** Task details **
Print the lines exactly. Start at the first line of the material below, end with the line that contains "context.lineJoin = 'round';", and skip all pictures.

____

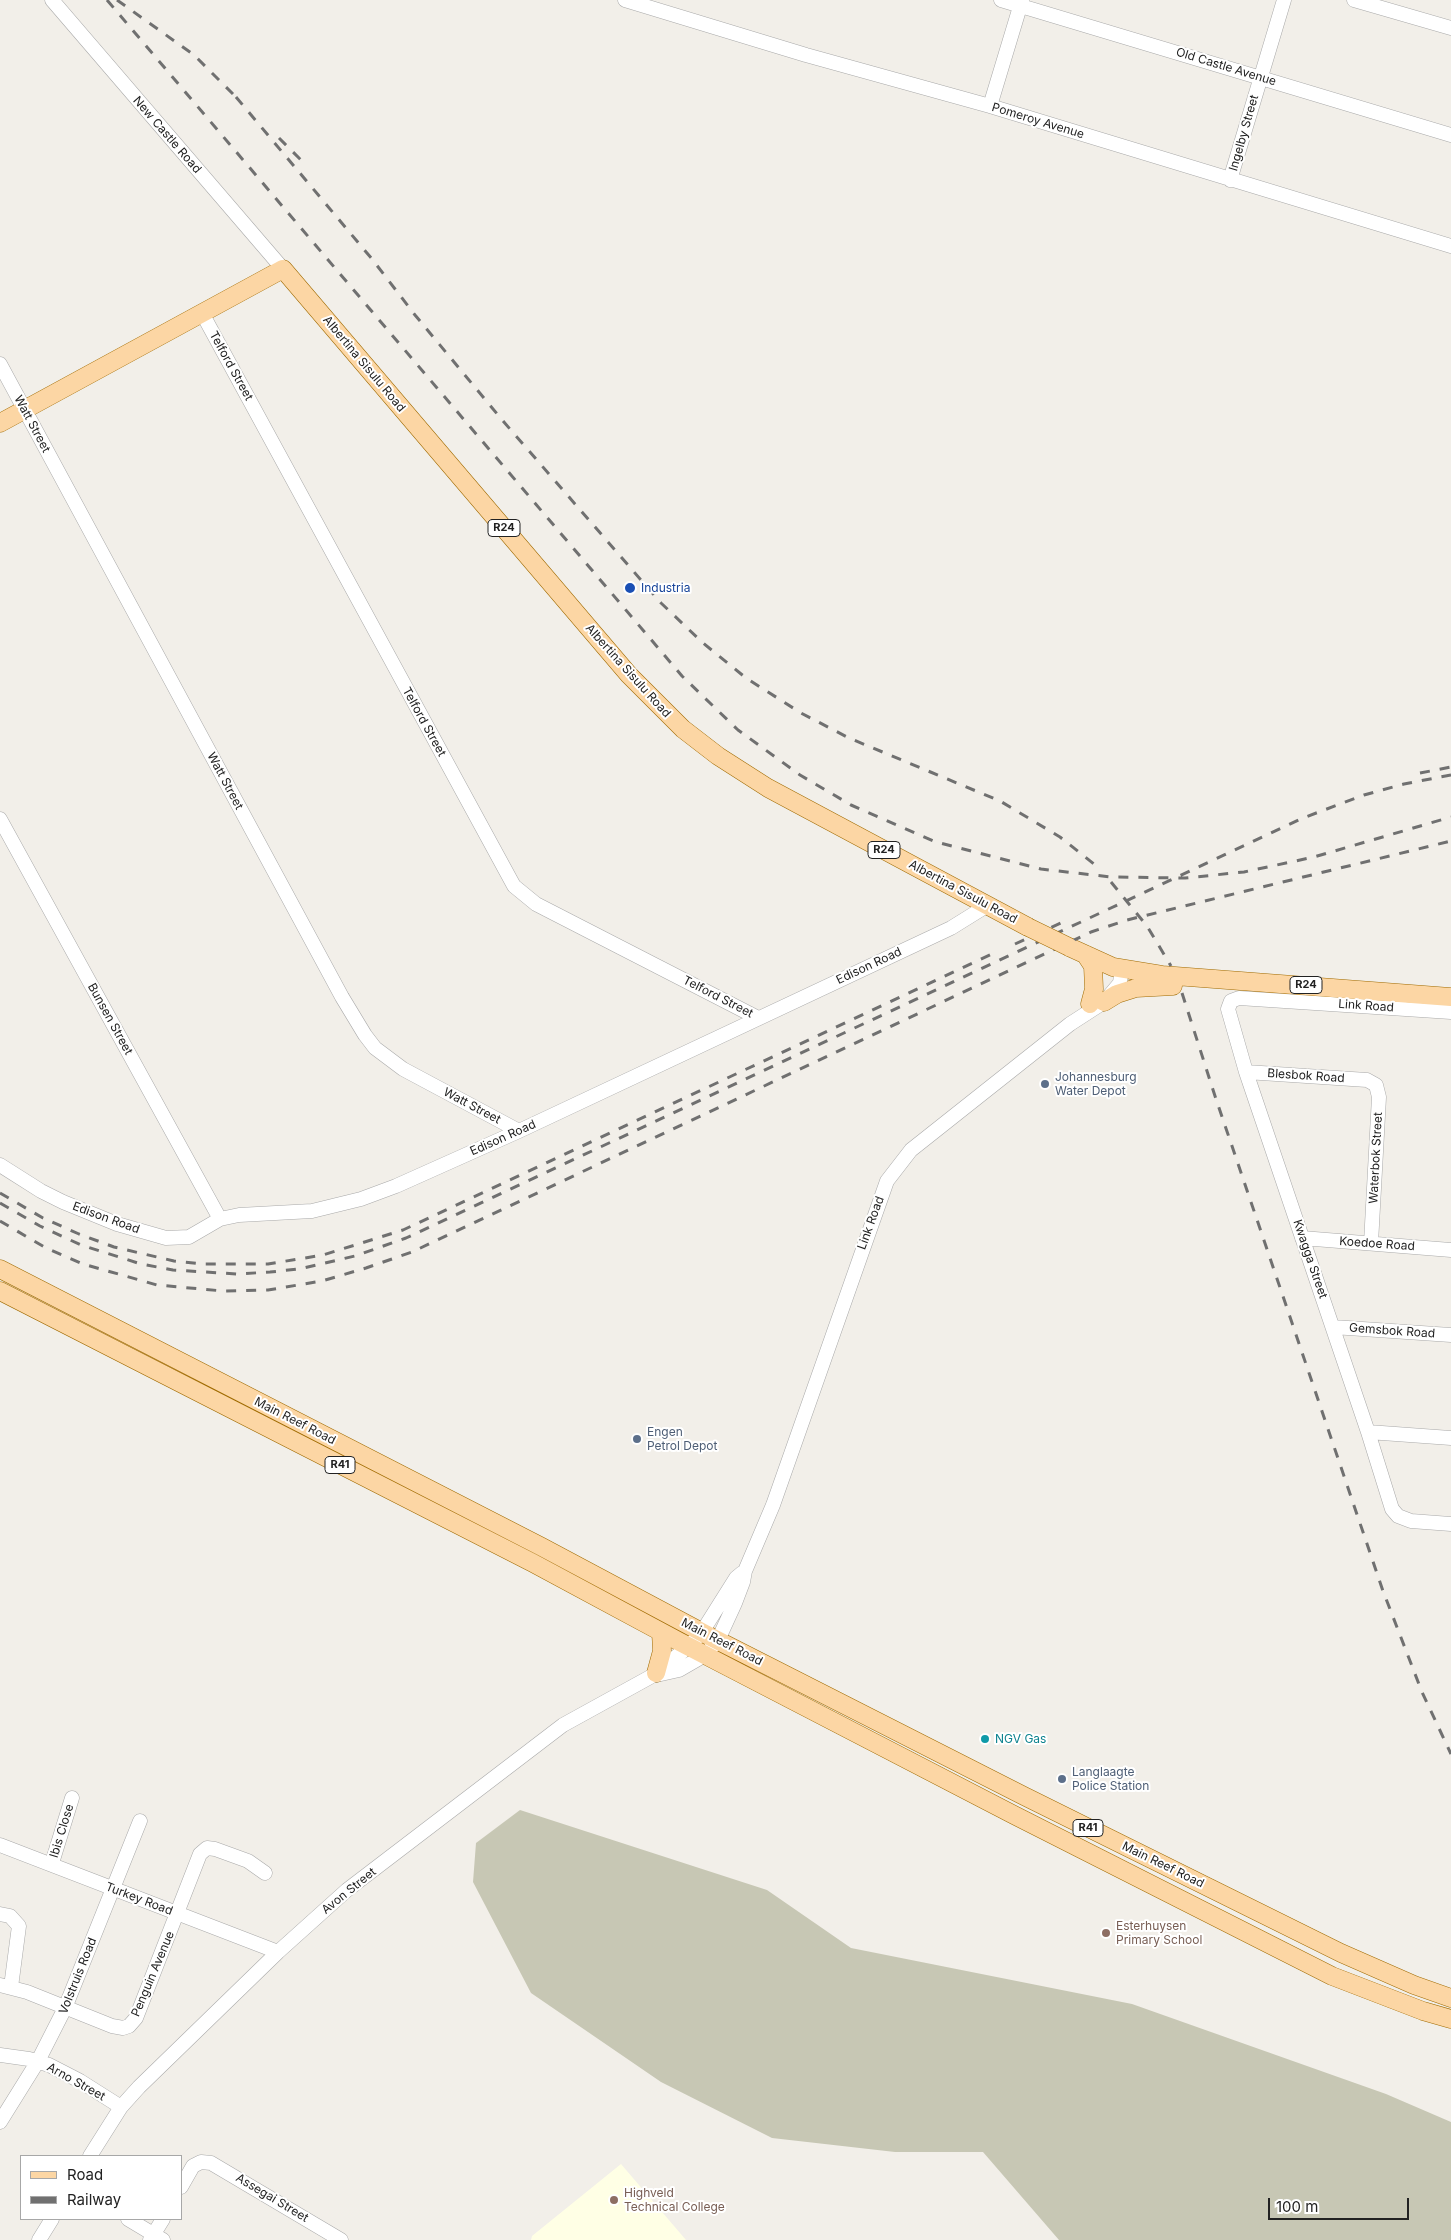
<!DOCTYPE html>
<style>
body{margin:0}
#map{position:relative;width:1451px;height:2240px;overflow:hidden;background:#f2efe9;font-family:Inter,sans-serif}
canvas{display:block}
.legend{position:absolute;left:20px;top:2155px;width:162px;height:65px;box-sizing:border-box;background:#fff;border:1px solid #a7a7a7;margin:0;padding:6px 9px;list-style:none;font-size:15px;color:#222}
.legend li{display:flex;align-items:center;gap:10px;height:25px}
.legend b{width:25px;border:1px solid #a7a7a7}
.scale{position:absolute;left:1268px;top:2198px;width:141px;height:22px;box-sizing:border-box;border:2px solid #222;border-top:0;padding-left:6px;font-size:15px;line-height:18px;white-space:nowrap;color:#222;-webkit-text-stroke:4px #fff;paint-order:stroke}
</style>
<div id="map">
<canvas width="1451" height="2240"></canvas>
<ul class="legend">
<li><b style="height:6px;background:#fcd6a4"></b>Road</li>
<li><b style="height:6px;background:#707070"></b>Railway</li>
</ul>
<div class="scale">100 m</div>
</div>
<script>
const context = document.querySelector('canvas').getContext('2d');
context.lineJoin = 'round';
function paint(path, color) { context.fillStyle = color; context.fill(path, 'evenodd'); }
const toPath = rows => new Path2D(rows.map(r => 'M' + r).join(''));
function trace(path, color, width, dash) { context.strokeStyle = color; context.lineWidth = width; context.lineCap = dash ? 'butt' : 'round'; context.setLineDash(dash || []); context.stroke(path); }
function label(font, color, halo, rows, align = 'center') {
  context.font = font + ' Inter,sans-serif'; context.lineWidth = 4; context.setLineDash([]); context.textBaseline = 'middle'; context.strokeStyle = halo; context.fillStyle = color; for (const [text, x, y, turn = 0] of rows) {
    context.save(); context.translate(x, y); context.rotate((+turn || 0) * Math.PI / 180); context.textAlign = isNaN(turn) ? turn : align; if (halo) context.strokeText(text, 0, 0); context.fillText(text, 0, 0); context.restore();
  }
}
paint(toPath([
 [621,2164,686,2240,531,2240,532,2236]
]), '#ffffe5');
paint(toPath([
 [520,1810,767,1890,851,1948,1132,2004,1386,2094,1451,2122,1451,2240,1059,2240,983,2152,895,2152,772,2138,661,2082,531,1993,473,1882,476,1843]
]), '#c7c7b4');
const minor = toPath([
 [52,0,283,269],
 [625,0,806,55,990,106,1451,246],
 [1001,0,1451,135],
 [1354,0,1451,28],
 [990,106,1022,0],
 [1230,180,1284,0],
 [202,313,514,886,536,904,758,1018],
 [0,364,342,997,365,1035,375,1048,403,1069,519,1131],
 [0,819,220,1219],
 [1451,1012,1239,998,1231,1001,1228,1009,1246,1072,1368,1432,1392,1509,1398,1516,1411,1521,1451,1524],
 [1246,1072,1367,1080,1376,1085,1379,1097,1371,1243],
 [0,1165,41,1191,63,1202,117,1224,166,1238,189,1237,220,1219,239,1215,312,1211,361,1199,396,1186,519,1131,951,928,988,905],
 [1302,1238,1451,1250],
 [1333,1327,1451,1335],
 [1368,1432,1451,1438],
 [654,1675,689,1646,702,1632,736,1578,742,1573],
 [0,1845,278,1952],
 [52,1863,72,1798],
 [0,1914,10,1916,19,1926,11,1987],
 [0,1985,27,1992,112,2026,123,2028,129,2026,136,2018,200,1854,207,1848,215,1849,248,1861,265,1873],
 [0,2055,29,2059,49,2065,80,2081,121,2107],
 [0,2122,38,2061,65,2008,140,1821],
 [90,2156,121,2107,139,2087,278,1952,347,1890,563,1725,652,1676,679,1670,705,1655,718,1640,735,1603,743,1582,745,1571,773,1505,887,1181,911,1150,1070,1024,1104,1002,1120,983,1121,975,1117,968],
 [181,2187,193,2166,201,2162,211,2163,341,2240],
 [128,2219,163,2240],
 [39,2240,52,2219],
 [150,2240,163,2219]
]);
const major = toPath([
 [0,423,283,269,629,675,683,729,718,756,768,788,1028,927],
 [1069,947,1113,967,1162,975,1451,997],
 [1085,954,1093,966,1094,989,1090,1004],
 [1104,1002,1117,994,1136,988,1173,986],
 [0,1269,542,1547,707,1635,1024,1796,1341,1953,1414,1985,1451,1998],
 [0,1291,533,1563,678,1641,1014,1815,1332,1976,1423,2011,1451,2019],
 [656,1673,662,1651,661,1632]
]);
trace(minor, '#a9a9a9', 15);
trace(major, '#a06b00', 19);
trace(minor, '#fff', 14);
trace(major, '#fcd6a4', 18);
trace(toPath([
 [107,0,682,676,738,730,800,775,851,805,936,842,1041,869,1111,877,1185,878,1244,872,1314,857,1451,817],
 [117,0,194,55,233,94],
 [236,97,372,259,415,315,503,421,661,603,703,643,746,678,801,713,849,738,1000,801,1060,837,1094,864],
 [279,138,307,166],
 [1420,773,1451,767],
 [1111,882,1147,926,1171,966],
 [1015,944,1063,922],
 [1182,993,1215,1096,1383,1591,1422,1692,1451,1754],
 [0,1193,43,1218,79,1234,114,1247,174,1261,204,1264,268,1264,323,1255,403,1230,992,954],
 [0,1203,40,1226,81,1245,141,1264,173,1270,238,1274,270,1272,299,1269,355,1256,406,1238,436,1224,1303,818,1364,795,1404,784,1451,775],
 [0,1221,46,1248,83,1264,157,1285,223,1291,268,1290,322,1281,366,1268,412,1252,1091,932,1127,920,1451,841]
]), '#707070', 3, [10, 10]);
const majorBridge = toPath([
 [1028,927,1069,947]
]);
trace(majorBridge, '#a06b00', 19, []);
trace(majorBridge, '#fcd6a4', 18);
for (const [x, y, r, color] of [
 [630,588,6,"#1a4fb4"],
 [1045,1084,5,"#5c6f8a"],
 [637,1439,5,"#5c6f8a"],
 [985,1739,5,"#0f9aa8"],
 [1062,1779,5,"#5c6f8a"],
 [1106,1933,5,"#8d6e63"],
 [614,2200,5,"#8d6e63"]
]) { const dot = new Path2D(); dot.arc(x, y, r, 0, 2 * Math.PI); context.fillStyle = color; context.fill(dot); trace(dot, '#fff', 2); }
for (const [x, y, w] of [
 [504,528,32],
 [884,850,32],
 [1306,985,32],
 [340,1465,30],
 [1088,1828,30]
]) { const box = new Path2D(); box.roundRect(x - w / 2, y - 8.5, w, 17, 4); context.fillStyle = '#fff'; context.fill(box); trace(box, '#222', 1); }
label('bold 11px', '#222', null, [
 ["R24",504,528],
 ["R24",884,850],
 ["R24",1306,985],
 ["R41",340,1465],
 ["R41",1088,1828]
]);
label('12px', '#222', '#fff', [
 ["Old Castle Avenue",1226,67,17],
 ["Pomeroy Avenue",1038,121,17],
 ["Ingelby Street",1244,133,-74],
 ["New Castle Road",167,135,49],
 ["Albertina Sisulu Road",364,364,50],
 ["Telford Street",231,366,61],
 ["Watt Street",32,424,62],
 ["Albertina Sisulu Road",628,671,48],
 ["Telford Street",424,722,61],
 ["Watt Street",225,781,62],
 ["Albertina Sisulu Road",963,892,28],
 ["Edison Road",869,966,-25],
 ["Telford Street",718,997,27],
 ["Link Road",1366,1006,4],
 ["Bunsen Street",110,1019,61],
 ["Blesbok Road",1306,1076,4],
 ["Watt Street",472,1106,28],
 ["Edison Road",503,1138,-24],
 ["Waterbok Street",1376,1158,-87],
 ["Edison Road",106,1218,20],
 ["Link Road",871,1223,-70],
 ["Koedoe Road",1377,1244,4],
 ["Kwagga Street",1310,1259,71],
 ["Gemsbok Road",1392,1331,4],
 ["Main Reef Road",295,1421,27],
 ["Main Reef Road",722,1642,27],
 ["Ibis Close",62,1831,-73],
 ["Main Reef Road",1163,1865,26],
 ["Avon Street",349,1891,-39],
 ["Turkey Road",139,1899,21],
 ["Penguin Avenue",153,1974,-67],
 ["Volstruis Road",78,1976,-68],
 ["Arno Street",76,2082,29],
 ["Assegai Street",272,2198,31]
]);
label('12px', '#164399', '#fff', [
 ["Industria",641,588]
], 'left');
label('12px', '#4e5e75', '#fff', [
 ["Johannesburg",1055,1077],
 ["Water Depot",1055,1091],
 ["Engen",647,1432],
 ["Petrol Depot",647,1446],
 ["Langlaagte",1072,1772],
 ["Police Station",1072,1786]
], 'left');
label('12px', '#0d838f', '#fff', [
 ["NGV Gas",995,1739]
], 'left');
label('12px', '#785e54', '#fff', [
 ["Esterhuysen",1116,1926],
 ["Primary School",1116,1940],
 ["Highveld",624,2193],
 ["Technical College",624,2207]
], 'left');
</script>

____

** Answer below **
<!DOCTYPE html>
<style>
body{margin:0}
#map{position:relative;width:1451px;height:2240px;overflow:hidden;background:#f2efe9;font-family:Inter,sans-serif}
canvas{display:block}
.legend{position:absolute;left:20px;top:2155px;width:162px;height:65px;box-sizing:border-box;background:#fff;border:1px solid #a7a7a7;margin:0;padding:6px 9px;list-style:none;font-size:15px;color:#222}
.legend li{display:flex;align-items:center;gap:10px;height:25px}
.legend b{width:25px;border:1px solid #a7a7a7}
.scale{position:absolute;left:1268px;top:2198px;width:141px;height:22px;box-sizing:border-box;border:2px solid #222;border-top:0;padding-left:6px;font-size:15px;line-height:18px;white-space:nowrap;color:#222;-webkit-text-stroke:4px #fff;paint-order:stroke}
</style>
<div id="map">
<canvas width="1451" height="2240"></canvas>
<ul class="legend">
<li><b style="height:6px;background:#fcd6a4"></b>Road</li>
<li><b style="height:6px;background:#707070"></b>Railway</li>
</ul>
<div class="scale">100 m</div>
</div>
<script>
const context = document.querySelector('canvas').getContext('2d');
context.lineJoin = 'round';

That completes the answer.